** EXCERPTED RECORDS follows **
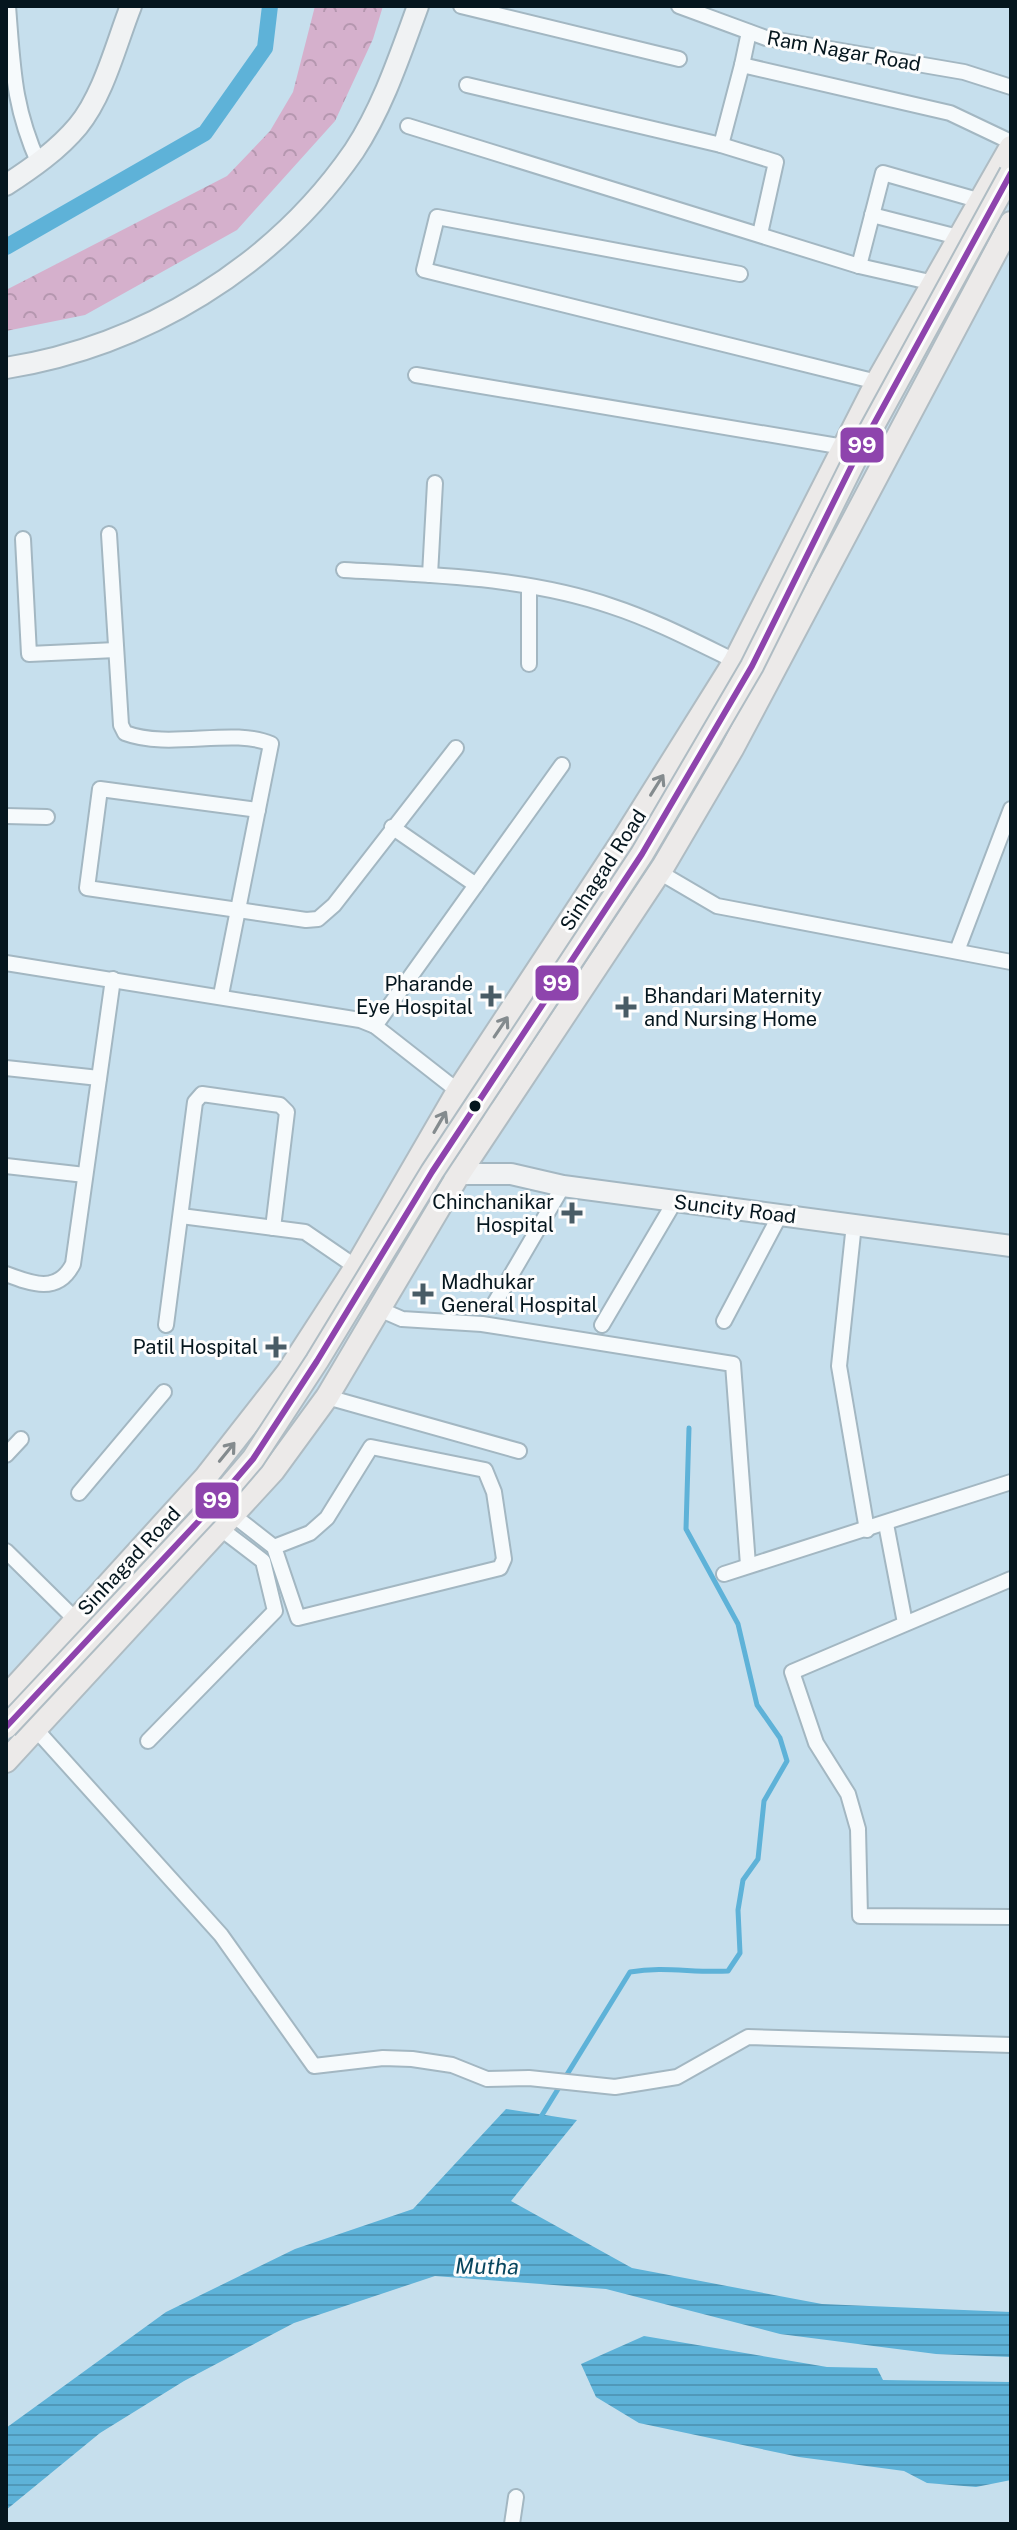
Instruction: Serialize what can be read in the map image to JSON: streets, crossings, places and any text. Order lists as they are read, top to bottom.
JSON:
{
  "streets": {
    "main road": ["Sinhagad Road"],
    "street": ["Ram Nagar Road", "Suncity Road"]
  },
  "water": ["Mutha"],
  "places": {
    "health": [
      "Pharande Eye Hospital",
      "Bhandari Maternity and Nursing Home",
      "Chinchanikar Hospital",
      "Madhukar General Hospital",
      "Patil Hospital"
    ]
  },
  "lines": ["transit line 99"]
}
** End of EXCERPTED RECORDS **
** EXCERPTED RECORDS follows **
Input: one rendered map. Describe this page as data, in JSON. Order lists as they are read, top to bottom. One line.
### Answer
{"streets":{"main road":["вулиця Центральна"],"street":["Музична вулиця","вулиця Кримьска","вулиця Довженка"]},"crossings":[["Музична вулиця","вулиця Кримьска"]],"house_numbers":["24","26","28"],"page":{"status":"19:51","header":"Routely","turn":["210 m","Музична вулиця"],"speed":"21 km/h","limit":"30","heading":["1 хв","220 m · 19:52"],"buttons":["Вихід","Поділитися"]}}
** End of EXCERPTED RECORDS **
** EXCERPTED RECORDS follows **
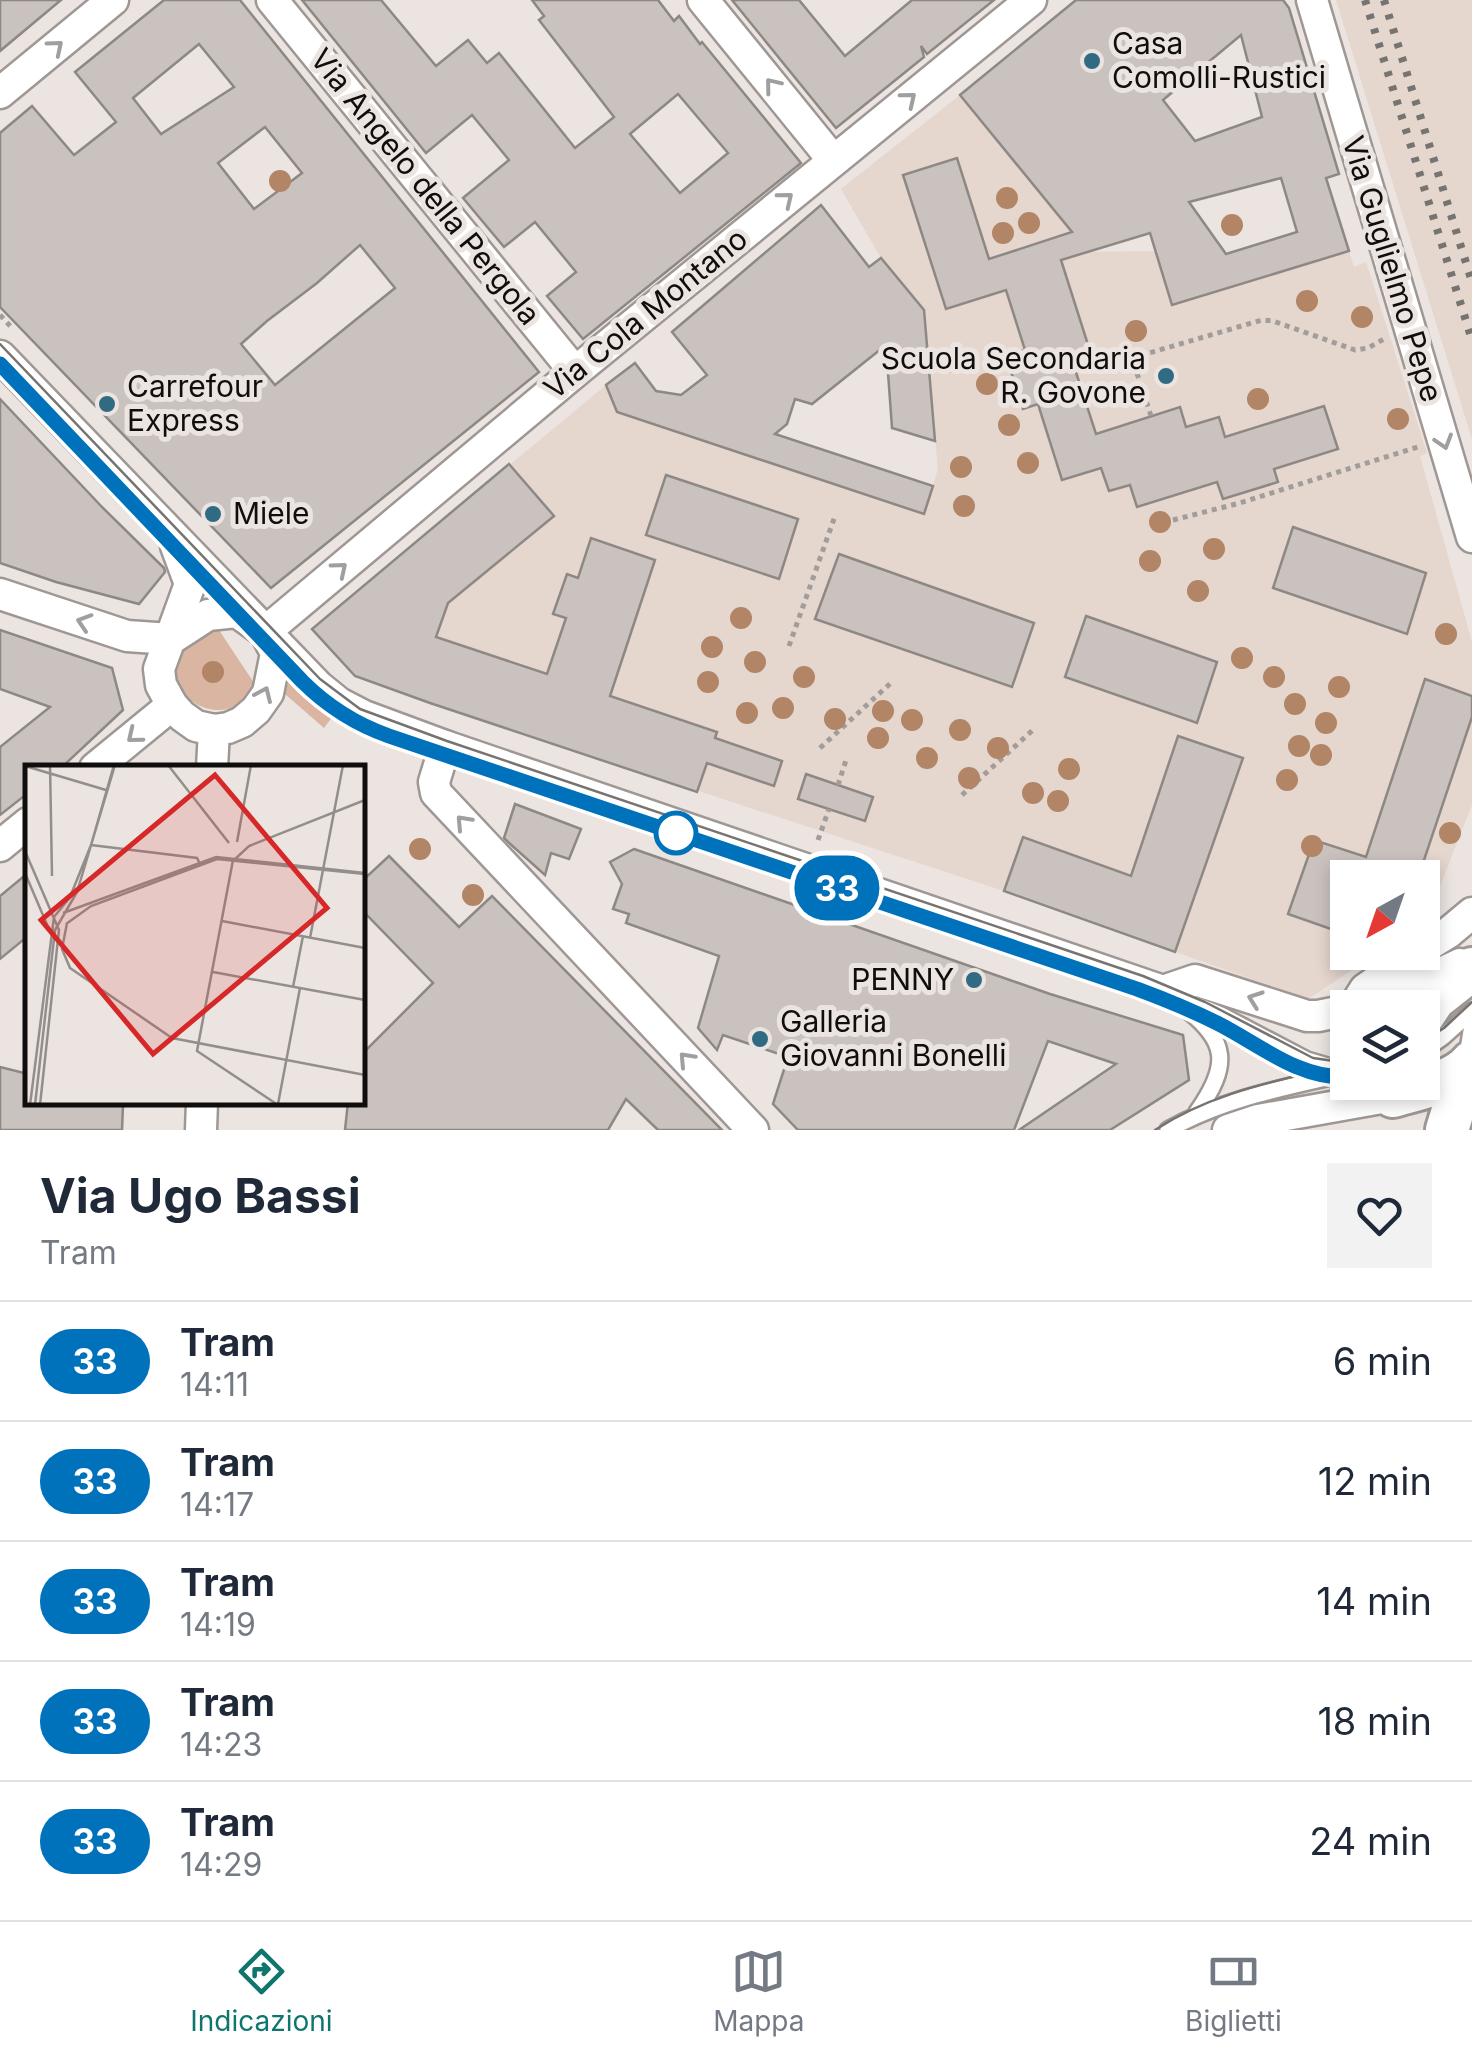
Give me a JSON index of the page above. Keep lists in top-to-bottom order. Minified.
** End of EXCERPTED RECORDS **
▶ [PROMPT]: Before answering, check every line of the records for the string "they", then state how many lines have it, with the number only.

▶ [REPLY]: 2